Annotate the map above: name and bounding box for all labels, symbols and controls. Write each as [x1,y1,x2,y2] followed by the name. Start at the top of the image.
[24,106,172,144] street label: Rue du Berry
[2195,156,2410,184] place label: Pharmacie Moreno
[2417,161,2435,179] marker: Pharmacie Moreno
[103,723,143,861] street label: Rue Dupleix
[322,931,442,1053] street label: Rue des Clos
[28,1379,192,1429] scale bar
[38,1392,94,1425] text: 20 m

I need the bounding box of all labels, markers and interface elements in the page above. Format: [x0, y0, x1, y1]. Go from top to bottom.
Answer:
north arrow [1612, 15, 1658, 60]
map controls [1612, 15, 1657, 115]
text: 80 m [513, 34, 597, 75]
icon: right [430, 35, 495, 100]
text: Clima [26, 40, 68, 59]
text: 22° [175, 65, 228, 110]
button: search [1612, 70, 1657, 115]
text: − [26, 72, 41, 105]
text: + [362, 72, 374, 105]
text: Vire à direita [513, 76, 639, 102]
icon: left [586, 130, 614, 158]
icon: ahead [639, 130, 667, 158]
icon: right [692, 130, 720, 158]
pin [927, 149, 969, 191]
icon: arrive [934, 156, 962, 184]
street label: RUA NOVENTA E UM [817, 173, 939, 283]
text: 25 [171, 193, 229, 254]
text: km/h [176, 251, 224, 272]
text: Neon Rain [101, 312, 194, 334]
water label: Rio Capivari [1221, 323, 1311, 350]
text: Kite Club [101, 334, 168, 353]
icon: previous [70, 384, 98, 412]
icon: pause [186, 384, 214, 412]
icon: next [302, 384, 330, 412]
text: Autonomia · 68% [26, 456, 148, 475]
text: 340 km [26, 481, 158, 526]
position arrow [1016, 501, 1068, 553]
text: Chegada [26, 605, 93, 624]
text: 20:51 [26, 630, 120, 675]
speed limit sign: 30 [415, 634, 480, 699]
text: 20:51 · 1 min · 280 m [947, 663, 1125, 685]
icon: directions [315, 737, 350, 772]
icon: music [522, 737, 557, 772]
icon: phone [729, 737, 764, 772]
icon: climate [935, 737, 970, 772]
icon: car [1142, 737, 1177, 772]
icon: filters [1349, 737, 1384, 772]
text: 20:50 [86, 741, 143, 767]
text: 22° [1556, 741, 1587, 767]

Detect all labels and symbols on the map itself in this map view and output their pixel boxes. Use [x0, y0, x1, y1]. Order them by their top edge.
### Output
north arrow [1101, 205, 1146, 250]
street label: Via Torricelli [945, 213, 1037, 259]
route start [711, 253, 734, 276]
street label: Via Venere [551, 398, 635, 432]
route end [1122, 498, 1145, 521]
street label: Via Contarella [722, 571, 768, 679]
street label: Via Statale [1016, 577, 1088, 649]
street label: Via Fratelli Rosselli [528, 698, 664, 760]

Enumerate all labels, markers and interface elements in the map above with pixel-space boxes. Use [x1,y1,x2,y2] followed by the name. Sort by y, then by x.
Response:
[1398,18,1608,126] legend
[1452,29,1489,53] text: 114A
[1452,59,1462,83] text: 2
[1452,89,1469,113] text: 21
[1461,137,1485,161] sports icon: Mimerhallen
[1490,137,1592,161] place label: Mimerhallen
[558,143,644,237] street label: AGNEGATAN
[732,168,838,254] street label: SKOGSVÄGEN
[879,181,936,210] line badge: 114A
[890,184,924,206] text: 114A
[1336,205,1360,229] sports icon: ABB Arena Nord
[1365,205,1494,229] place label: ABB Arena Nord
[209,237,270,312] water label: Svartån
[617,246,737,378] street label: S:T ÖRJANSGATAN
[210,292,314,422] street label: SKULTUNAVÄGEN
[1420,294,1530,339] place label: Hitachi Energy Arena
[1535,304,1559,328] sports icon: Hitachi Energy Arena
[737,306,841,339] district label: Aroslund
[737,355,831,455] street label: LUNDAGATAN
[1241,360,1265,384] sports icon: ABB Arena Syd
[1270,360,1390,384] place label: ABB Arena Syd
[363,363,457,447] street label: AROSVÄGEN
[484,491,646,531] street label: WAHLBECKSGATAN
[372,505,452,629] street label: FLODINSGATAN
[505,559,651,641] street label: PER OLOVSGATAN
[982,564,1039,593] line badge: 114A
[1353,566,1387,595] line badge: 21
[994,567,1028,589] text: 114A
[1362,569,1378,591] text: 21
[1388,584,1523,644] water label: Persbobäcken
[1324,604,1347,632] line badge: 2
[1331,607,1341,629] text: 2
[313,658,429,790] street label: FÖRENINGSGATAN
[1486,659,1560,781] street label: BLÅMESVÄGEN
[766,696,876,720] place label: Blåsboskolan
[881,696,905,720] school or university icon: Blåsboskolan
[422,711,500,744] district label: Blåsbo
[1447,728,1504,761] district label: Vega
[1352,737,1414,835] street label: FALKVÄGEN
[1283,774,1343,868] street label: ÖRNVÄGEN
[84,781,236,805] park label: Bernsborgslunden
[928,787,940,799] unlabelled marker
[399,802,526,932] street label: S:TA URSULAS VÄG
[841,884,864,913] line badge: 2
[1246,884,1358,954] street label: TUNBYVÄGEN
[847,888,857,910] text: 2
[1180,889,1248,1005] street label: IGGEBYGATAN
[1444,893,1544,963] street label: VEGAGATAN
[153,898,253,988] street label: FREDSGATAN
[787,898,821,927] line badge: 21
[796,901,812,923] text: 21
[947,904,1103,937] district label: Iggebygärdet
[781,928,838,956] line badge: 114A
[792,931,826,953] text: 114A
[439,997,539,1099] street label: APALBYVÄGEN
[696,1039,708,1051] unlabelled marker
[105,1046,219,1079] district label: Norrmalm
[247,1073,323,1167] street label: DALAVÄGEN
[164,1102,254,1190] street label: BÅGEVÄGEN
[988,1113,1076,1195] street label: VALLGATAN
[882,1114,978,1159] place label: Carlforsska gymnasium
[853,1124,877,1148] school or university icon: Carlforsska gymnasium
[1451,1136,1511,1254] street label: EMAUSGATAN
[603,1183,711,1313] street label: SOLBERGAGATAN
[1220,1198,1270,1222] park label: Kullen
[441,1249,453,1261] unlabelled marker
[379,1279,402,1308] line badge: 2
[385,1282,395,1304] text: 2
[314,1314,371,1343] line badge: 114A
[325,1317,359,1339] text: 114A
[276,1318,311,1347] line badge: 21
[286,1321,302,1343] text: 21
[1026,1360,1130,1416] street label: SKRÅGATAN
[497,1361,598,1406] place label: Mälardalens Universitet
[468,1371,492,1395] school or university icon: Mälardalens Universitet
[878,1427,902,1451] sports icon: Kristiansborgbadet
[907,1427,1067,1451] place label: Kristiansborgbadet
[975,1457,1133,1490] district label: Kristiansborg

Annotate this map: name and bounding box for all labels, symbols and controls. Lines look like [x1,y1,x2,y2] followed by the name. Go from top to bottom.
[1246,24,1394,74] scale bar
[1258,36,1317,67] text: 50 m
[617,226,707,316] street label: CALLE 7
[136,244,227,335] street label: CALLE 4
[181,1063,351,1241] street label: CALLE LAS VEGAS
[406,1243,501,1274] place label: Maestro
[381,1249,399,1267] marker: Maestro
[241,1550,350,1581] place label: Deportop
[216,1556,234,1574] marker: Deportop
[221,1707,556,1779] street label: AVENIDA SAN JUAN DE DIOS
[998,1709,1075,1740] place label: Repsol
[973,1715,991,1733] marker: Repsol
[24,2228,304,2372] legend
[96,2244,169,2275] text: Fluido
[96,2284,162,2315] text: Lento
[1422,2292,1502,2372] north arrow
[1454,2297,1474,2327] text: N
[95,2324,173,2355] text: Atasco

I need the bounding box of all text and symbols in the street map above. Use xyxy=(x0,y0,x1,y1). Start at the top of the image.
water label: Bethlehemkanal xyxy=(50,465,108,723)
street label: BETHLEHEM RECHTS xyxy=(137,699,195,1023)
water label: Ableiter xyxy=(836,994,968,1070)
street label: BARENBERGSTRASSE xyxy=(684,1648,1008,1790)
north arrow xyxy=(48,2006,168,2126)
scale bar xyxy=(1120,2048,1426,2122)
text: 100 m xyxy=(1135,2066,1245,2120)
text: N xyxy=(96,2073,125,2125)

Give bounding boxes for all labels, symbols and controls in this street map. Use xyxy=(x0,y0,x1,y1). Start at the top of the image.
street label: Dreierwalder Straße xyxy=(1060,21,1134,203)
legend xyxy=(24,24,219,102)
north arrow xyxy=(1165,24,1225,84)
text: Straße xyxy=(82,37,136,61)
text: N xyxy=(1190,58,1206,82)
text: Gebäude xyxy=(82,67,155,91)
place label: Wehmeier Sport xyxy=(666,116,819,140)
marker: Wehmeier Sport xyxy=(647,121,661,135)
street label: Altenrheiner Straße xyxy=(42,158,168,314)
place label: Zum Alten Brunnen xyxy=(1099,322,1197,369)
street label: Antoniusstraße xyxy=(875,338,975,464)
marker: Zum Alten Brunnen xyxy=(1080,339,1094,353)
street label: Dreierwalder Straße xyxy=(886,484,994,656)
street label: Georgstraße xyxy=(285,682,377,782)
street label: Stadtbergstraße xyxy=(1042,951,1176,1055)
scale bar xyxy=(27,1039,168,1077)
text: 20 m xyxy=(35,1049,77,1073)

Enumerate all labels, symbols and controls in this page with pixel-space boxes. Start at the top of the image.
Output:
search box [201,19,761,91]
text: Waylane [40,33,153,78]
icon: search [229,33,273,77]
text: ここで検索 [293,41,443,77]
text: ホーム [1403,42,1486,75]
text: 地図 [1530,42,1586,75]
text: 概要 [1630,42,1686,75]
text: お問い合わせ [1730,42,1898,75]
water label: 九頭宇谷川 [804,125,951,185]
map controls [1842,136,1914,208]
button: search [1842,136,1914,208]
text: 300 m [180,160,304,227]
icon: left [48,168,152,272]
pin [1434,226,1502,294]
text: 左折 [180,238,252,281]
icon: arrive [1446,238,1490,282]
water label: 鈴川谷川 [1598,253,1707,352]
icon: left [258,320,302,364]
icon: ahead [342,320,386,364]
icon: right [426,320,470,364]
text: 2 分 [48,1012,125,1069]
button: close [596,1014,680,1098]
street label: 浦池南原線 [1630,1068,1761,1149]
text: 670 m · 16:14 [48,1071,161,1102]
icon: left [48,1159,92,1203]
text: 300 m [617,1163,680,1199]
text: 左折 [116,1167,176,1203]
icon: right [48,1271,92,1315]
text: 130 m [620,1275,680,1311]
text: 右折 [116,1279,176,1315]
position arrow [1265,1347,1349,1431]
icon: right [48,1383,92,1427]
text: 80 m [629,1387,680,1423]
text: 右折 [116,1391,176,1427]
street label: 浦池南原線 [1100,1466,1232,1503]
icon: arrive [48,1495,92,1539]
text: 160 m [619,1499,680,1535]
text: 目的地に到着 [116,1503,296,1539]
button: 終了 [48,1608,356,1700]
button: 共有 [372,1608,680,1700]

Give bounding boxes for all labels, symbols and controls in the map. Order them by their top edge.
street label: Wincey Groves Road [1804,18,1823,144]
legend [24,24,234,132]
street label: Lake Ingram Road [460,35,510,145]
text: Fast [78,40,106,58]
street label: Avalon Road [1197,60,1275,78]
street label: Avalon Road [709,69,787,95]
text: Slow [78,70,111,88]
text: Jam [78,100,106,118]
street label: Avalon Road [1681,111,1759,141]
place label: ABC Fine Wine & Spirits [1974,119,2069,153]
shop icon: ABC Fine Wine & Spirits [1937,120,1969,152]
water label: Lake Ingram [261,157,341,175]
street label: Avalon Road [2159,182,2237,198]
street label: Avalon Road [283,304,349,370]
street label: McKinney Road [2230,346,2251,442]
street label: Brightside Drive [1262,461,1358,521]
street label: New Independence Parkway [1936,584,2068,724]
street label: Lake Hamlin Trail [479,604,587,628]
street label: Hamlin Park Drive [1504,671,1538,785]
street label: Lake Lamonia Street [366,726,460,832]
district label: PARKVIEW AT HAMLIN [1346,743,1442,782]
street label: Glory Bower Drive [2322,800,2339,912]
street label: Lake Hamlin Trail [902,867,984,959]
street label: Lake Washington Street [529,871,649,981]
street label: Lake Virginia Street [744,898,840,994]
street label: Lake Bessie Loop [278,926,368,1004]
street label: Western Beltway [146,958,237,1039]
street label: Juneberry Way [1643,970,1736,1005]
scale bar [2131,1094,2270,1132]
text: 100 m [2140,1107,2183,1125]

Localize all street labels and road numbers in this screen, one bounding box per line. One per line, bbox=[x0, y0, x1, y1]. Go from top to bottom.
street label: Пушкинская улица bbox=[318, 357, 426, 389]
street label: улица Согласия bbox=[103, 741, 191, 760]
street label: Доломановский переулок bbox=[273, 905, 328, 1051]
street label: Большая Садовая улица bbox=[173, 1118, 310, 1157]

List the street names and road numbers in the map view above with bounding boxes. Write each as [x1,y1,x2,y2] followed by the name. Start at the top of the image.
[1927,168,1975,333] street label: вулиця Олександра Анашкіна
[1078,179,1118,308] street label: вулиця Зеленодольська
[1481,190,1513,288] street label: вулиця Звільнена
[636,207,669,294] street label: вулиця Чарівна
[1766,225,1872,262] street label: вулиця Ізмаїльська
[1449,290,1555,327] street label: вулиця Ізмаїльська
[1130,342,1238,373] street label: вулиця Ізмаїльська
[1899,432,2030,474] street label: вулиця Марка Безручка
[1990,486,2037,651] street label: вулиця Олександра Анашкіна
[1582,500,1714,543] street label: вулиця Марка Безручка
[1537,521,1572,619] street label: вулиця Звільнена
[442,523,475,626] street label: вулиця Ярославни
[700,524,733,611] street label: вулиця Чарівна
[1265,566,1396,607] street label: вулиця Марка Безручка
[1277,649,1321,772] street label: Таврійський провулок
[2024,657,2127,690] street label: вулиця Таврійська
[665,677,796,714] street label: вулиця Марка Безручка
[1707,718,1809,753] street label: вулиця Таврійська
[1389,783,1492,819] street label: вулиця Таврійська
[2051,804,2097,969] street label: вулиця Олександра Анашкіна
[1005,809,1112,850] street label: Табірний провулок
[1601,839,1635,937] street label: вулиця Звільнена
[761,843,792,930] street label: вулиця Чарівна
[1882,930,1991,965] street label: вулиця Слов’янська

=======

_WHAT THIS TASK INVOLVES_: When a line in the listing above holds the word "elements", copy it.

_SOLUTION TO THE PROBLEM_:
I need the bounding box of all labels, markers and interface elements in the page above. Format: [x0, y0, x1, y1]. Go from top to bottom.
Enumerate all labels, markers and interface elements in the map above with pixel-space boxes. Use [x1,y1,x2,y2] followed by the name. Sort by y, then by x.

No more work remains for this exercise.